*EXERCISE BRIEF*: Filter the records below and copy every line containing the word "body".

*INFORMATION PROVIDED*:
•••

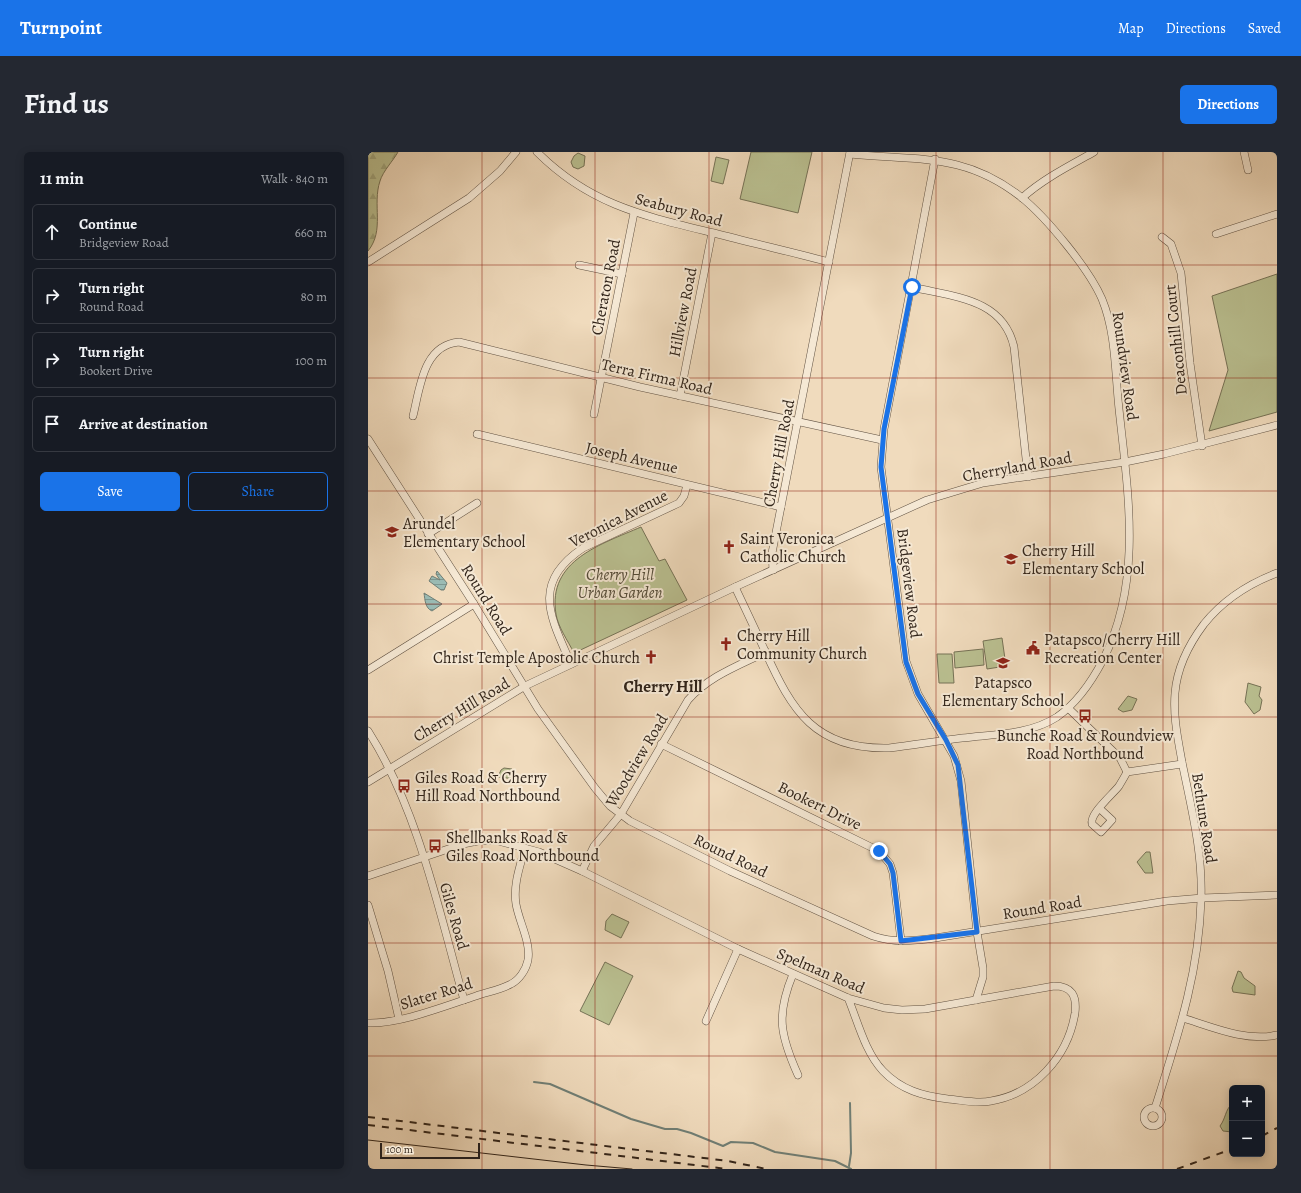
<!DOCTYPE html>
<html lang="en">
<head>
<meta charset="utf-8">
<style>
  :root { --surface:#171b24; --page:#242831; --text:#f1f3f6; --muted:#9ea1a6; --line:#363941; --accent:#1a73e8 }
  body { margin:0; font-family:Alegreya,serif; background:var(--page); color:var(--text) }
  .controls { position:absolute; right:12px; bottom:12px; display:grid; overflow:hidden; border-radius:6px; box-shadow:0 2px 10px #0003 }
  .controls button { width:36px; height:36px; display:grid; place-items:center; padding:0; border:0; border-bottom:1px solid var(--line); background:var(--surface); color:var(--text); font:20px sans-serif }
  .scale { position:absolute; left:12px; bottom:10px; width:100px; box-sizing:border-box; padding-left:4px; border:2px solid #31241a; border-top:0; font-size:11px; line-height:14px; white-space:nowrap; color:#31241a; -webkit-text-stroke:3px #f5e8d4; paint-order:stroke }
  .stop { position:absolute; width:12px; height:12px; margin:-9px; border:3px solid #1a73e8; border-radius:50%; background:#fff }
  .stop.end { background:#1a73e8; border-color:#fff; box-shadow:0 1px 4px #0008 }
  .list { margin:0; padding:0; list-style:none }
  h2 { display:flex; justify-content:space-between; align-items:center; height:52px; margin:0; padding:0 16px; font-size:17px }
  h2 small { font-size:13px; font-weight:400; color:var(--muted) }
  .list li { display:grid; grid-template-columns:26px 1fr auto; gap:12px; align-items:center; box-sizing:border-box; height:56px; margin:0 8px 8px; padding:0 8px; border:1px solid var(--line); border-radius:6px }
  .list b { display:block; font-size:15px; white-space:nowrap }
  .list p { margin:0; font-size:13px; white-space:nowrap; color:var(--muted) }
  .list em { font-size:13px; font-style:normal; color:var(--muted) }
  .actions { display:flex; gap:8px; padding:12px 16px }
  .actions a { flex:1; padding:9px 0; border:1px solid var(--accent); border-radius:6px; text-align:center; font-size:14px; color:var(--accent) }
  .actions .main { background:var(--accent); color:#fff }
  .icon { flex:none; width:22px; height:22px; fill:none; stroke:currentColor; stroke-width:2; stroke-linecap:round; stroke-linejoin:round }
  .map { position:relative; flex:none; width:909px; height:1017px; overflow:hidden; border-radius:6px }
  header { display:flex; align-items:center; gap:24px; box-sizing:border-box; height:56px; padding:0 20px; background:var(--accent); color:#fff }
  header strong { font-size:19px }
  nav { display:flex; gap:22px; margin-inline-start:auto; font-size:14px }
  .intro { display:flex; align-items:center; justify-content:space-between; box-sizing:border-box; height:96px; padding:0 24px }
  h1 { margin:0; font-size:28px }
  .button { padding:10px 18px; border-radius:6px; background:var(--accent); color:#fff; font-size:14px; font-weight:700 }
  main { display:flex; gap:24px; padding:0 24px }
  aside { flex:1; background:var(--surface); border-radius:6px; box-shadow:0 2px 10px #0003 }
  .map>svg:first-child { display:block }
  .green { fill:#bac091; stroke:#767256 }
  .forest { fill:url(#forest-firs); stroke:#767256 }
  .water { fill:url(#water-rules); stroke:#707f76 }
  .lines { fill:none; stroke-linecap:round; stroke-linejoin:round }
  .stream { stroke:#707f76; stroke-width:2 }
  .minor-casing { stroke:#615243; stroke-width:8 }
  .minor { stroke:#f5e8d4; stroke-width:7 }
  .tram { stroke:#31241a; stroke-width:1 }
  .rail { stroke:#31241a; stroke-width:2; stroke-dasharray:7 7; stroke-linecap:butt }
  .route { stroke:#1a73e8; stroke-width:5 }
  .grid { fill:none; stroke:#8f2418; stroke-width:1; stroke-opacity:0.55 }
  .labels { text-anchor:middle; stroke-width:4; stroke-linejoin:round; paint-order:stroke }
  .street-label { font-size:16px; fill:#31241a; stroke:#f5e8d4 }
  .poi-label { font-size:16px; fill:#31241a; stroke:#f5e8d4; text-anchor:start }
  .park-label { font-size:16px; font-style:italic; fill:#534b38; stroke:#f5e8d4 }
  .neighbourhood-label { font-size:17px; font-weight:bold; fill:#31241a; stroke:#f5e8d4 }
</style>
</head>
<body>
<header>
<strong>Turnpoint</strong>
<nav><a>Map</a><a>Directions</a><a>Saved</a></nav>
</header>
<div class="intro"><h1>Find us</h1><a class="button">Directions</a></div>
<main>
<aside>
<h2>11 min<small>Walk · 840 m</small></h2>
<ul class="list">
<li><svg class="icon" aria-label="ahead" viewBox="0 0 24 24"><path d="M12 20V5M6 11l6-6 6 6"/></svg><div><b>Continue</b><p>Bridgeview Road</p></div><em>660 m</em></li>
<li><svg class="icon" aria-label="right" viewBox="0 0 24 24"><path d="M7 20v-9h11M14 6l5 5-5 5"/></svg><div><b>Turn right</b><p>Round Road</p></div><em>80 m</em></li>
<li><svg class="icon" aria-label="right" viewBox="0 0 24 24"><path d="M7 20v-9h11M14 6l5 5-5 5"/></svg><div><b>Turn right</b><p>Bookert Drive</p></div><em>100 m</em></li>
<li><svg class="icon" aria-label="arrive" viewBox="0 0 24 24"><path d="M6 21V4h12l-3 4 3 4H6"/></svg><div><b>Arrive at destination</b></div></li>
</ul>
<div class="actions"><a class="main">Save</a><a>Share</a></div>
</aside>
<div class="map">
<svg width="909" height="1017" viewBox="0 0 909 1017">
  <defs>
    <pattern id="forest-firs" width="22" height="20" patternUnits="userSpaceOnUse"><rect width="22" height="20" fill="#bac091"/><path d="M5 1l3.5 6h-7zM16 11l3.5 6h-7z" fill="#a0a57c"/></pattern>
    <pattern id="water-rules" width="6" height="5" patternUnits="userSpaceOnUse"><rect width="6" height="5" fill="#9abbb4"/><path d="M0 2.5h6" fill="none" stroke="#7e9892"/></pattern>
  </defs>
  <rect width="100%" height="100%" fill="#f0dbbd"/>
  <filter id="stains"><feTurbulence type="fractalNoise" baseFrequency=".005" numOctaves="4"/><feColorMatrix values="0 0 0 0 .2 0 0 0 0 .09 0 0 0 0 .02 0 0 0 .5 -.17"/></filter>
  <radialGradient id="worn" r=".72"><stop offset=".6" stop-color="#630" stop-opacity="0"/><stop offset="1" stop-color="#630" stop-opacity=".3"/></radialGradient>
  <g class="green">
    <polygon points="383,0 444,0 430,61 372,47"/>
    <polygon points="210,1 217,4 216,14 210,17 205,15 203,10 206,4"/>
    <polygon points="348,5 361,8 355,32 343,29"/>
    <polygon points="909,122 909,260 841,279 860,218 844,144"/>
    <path d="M273 375 291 409 297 407 319 448 206 501C200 489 190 475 188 462 179 408 234 392 273 375Z"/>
    <polygon points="634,486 638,514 619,517 615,489"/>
    <polygon points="615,497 616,513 587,516 586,500"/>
    <polygon points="584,502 586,531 571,531 569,502"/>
    <polygon points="880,531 893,535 891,544 894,548 892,558 886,562 877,550"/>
    <polygon points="760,544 769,547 764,558 755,560 750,557"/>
    <polygon points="136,616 144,617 147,621 148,627 130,625 133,618"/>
    <polygon points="778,700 782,700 785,721 777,721 769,710"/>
    <polygon points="244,762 261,770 253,786 237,778 238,769"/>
    <polygon points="237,810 265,824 241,873 212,859"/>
    <polygon points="870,819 873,820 876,826 887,834 887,843 865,840 864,836"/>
    <path d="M864 952V980L855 979 852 974C858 966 857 958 864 952Z"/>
  </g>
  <path class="forest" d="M0 0H30C25 9 15 19 12 29 4 53 17 78 0 99Z"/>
  <g class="water">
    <polygon points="69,419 79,431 76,438 73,438 61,429 64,424 72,428 68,422"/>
    <path d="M56 441 74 452 64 459C57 456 57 448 56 441Z"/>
  </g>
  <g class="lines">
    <g class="stream">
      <polyline points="166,930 182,932 263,967 297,977 309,977 323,981 355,994 363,990 385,991 407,1000 467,1009 483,1017"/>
      <polyline points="481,1014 483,1001 482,951"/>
    </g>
    <g class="minor-casing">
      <g id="minor">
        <path d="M169 0C222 53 276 64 346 81 384 91 423 100 461 110"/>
        <polyline points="876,0 880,18"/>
        <polyline points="567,7 516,277 513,315 538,509 550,542 586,604 593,629 609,780 615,816 615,825 608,848"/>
        <path d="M654 46C675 27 701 14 726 0"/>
        <polyline points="848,82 909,62"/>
        <polyline points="794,85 803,92 813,121 822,211 834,294"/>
        <polyline points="0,110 101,46 132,19 148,0"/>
        <polyline points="211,113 254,122"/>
        <path d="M544 135C585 145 635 146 646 195L660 325"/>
        <polyline points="312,244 344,81"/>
        <polyline points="226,262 266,61"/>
        <path d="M45 264C52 236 55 193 91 190L272 235 514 288"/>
        <polyline points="109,282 413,355"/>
        <path d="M0 287 106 452 170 557 227 636 242 654 262 669 362 719 505 784C526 791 545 789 567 786L799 749 834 746 909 743"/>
        <polyline points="60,382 109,351"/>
        <polyline points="405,418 404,401 482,0"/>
        <path d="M367 435C377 456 387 477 397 499 424 559 447 598 521 596 545 593 570 589 594 586 626 582 661 583 689 565 709 551 724 529 735 508 775 429 760 341 751 257 747 221 748 181 734 147 721 117 679 66 653 45 596 0 549 9 482 2"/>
        <path d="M203 512C183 466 162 431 215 396L311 351 316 344 319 333"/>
        <polyline points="0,518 106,452"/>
        <polyline points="700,556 752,606 759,620"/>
        <path d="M0 579C50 657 71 759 96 848"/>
        <polyline points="293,592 511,699 522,712 525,721 533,789"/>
        <polyline points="759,620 814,612"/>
        <polyline points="0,630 157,534 367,435 559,348 615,331 757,310 796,302 909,273"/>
        <path d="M731 656 744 668 733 680 724 672C721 662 745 642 751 634 754 629 757 624 759 620"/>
        <path d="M214 719 226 694 253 662 320 548C341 524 370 514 398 500"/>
        <path d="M0 724 95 692 110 689H130L171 700 214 719 370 797 480 846 516 856 534 858 557 857 686 834C704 834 709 844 707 861 700 905 666 942 623 949 609 952 594 948 580 947 555 944 533 938 515 919 497 900 490 870 480 846"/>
        <polyline points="0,753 20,819 31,867"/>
        <path d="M425 822C408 863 412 883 430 923"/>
        <path d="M815 866C844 875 878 890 909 883"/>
        <polyline points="338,869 370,797"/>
        <path d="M0 871C32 872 77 854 108 844 119 840 132 838 143 832 151 828 158 818 160 808 163 790 151 770 148 752 145 733 152 714 157 696"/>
        <circle cx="785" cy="965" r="9"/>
        <path d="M787 956C809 886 831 822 833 748 835 701 823 655 814 610 810 587 805 565 807 541 809 516 821 492 836 472 856 447 880 432 909 421"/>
      </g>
    </g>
    <use href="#minor" class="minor"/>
    <polyline class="tram" points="0,988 218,1013 264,1017"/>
    <g class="rail">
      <polyline points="0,965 360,1009 398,1017"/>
      <polyline points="0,973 359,1017"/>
      <polyline points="894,984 909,976"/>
      <polyline points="809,1017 864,997"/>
    </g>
  </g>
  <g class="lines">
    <polyline class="route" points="511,699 522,712 525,721 533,789 609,780 590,613 578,588 550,542 538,510 513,315 516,277 544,135"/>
  </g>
  <path class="grid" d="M114 0V1017M227 0V1017M341 0V1017M454 0V1017M568 0V1017M682 0V1017M795 0V1017M0 113H909M0 226H909M0 339H909M0 452H909M0 565H909M0 678H909M0 791H909M0 904H909"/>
  <defs>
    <g id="school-bare" transform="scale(1.08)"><path d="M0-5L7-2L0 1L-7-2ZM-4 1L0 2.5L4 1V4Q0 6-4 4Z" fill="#8f2418" stroke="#f5e8d4" stroke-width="2.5" paint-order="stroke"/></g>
    <g id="church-bare" transform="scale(1.08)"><path d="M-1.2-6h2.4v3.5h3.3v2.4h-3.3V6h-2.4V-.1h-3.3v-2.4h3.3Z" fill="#8f2418" stroke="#f5e8d4" stroke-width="2.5" paint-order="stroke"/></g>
    <g id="civic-bare" transform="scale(1.08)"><path d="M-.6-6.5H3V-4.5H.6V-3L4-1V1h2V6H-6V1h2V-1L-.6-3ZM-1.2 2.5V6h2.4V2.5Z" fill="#8f2418" stroke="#f5e8d4" stroke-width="2.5" paint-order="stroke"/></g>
    <g id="bus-bare" transform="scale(1.08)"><path d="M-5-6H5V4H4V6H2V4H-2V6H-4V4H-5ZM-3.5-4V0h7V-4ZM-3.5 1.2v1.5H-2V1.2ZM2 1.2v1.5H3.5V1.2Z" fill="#8f2418" stroke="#f5e8d4" stroke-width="2.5" paint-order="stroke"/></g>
  </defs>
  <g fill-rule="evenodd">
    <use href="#school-bare" x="24" y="380"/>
    <use href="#church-bare" x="361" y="395"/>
    <use href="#school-bare" x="643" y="407"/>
    <use href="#church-bare" x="358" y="492"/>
    <use href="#civic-bare" x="665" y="496"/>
    <use href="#church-bare" x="283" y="505"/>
    <use href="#school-bare" x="635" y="511"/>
    <use href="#bus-bare" x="717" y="564"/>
    <use href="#bus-bare" x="36" y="634"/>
    <use href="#bus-bare" x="67" y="694"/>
  </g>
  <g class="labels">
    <g class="street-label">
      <text transform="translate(311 57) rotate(15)" y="6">Seabury Road</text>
      <text transform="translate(237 135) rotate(-79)" y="6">Cheraton Road</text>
      <text transform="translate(314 160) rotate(-79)" y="6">Hillview Road</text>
      <text transform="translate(807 188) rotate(-96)" y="6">Deaconhill Court</text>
      <text transform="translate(758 214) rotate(82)" y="6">Roundview Road</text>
      <text transform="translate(289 224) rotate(13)" y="6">Terra Firma Road</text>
      <text transform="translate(410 301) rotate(-79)" y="6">Cherry Hill Road</text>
      <text transform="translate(264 305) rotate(13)" y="6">Joseph Avenue</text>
      <text transform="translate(649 314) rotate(-10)" y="6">Cherryland Road</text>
      <text transform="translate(250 366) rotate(-27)" y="6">Veronica Avenue</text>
      <text transform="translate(542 431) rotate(83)" y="6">Bridgeview Road</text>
      <text transform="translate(119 447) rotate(58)" y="6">Round Road</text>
      <text transform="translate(93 557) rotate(-31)" y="6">Cherry Hill Road</text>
      <text transform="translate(268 608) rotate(-59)" y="6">Woodview Road</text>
      <text transform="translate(452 653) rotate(26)" y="6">Bookert Drive</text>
      <text transform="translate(837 666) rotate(81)" y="6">Bethune Road</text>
      <text transform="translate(363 703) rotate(26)" y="6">Round Road</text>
      <text transform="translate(674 755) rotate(-9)" y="6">Round Road</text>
      <text transform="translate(87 764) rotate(74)" y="6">Giles Road</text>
      <text transform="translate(453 818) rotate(23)" y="6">Spelman Road</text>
      <text transform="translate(68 841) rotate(-17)" y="6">Slater Road</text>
    </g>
    <g class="poi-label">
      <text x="35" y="377">Arundel<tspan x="35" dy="18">Elementary School</tspan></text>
      <text x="372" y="392">Saint Veronica<tspan x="372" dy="18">Catholic Church</tspan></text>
      <text x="654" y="404">Cherry Hill<tspan x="654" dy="18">Elementary School</tspan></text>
      <text x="369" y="489">Cherry Hill<tspan x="369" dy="18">Community Church</tspan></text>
      <text x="676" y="493">Patapsco/Cherry Hill<tspan x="676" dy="18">Recreation Center</tspan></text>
      <text x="272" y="511" text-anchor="end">Christ Temple Apostolic Church</text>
      <text x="635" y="536" text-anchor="middle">Patapsco<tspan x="635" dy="18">Elementary School</tspan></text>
      <text x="717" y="589" text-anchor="middle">Bunche Road &amp; Roundview<tspan x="717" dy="18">Road Northbound</tspan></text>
      <text x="47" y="631">Giles Road &amp; Cherry<tspan x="47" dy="18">Hill Road Northbound</tspan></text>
      <text x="78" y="691">Shellbanks Road &amp;<tspan x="78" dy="18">Giles Road Northbound</tspan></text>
    </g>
    <g class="park-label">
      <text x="252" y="428">Cherry Hill<tspan x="252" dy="18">Urban Garden</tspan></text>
    </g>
    <g class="neighbourhood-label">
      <text x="295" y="540">Cherry Hill</text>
    </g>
  </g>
  <rect width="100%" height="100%" filter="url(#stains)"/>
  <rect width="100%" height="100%" fill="url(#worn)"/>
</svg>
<div class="controls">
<button>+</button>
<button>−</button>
</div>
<div class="scale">100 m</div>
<div class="stop" style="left:544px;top:135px"></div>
<div class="stop end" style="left:511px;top:699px"></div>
</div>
</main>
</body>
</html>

•••

*SOLUTION BELOW*:
  body { margin:0; font-family:Alegreya,serif; background:var(--page); color:var(--text) }
<body>
</body>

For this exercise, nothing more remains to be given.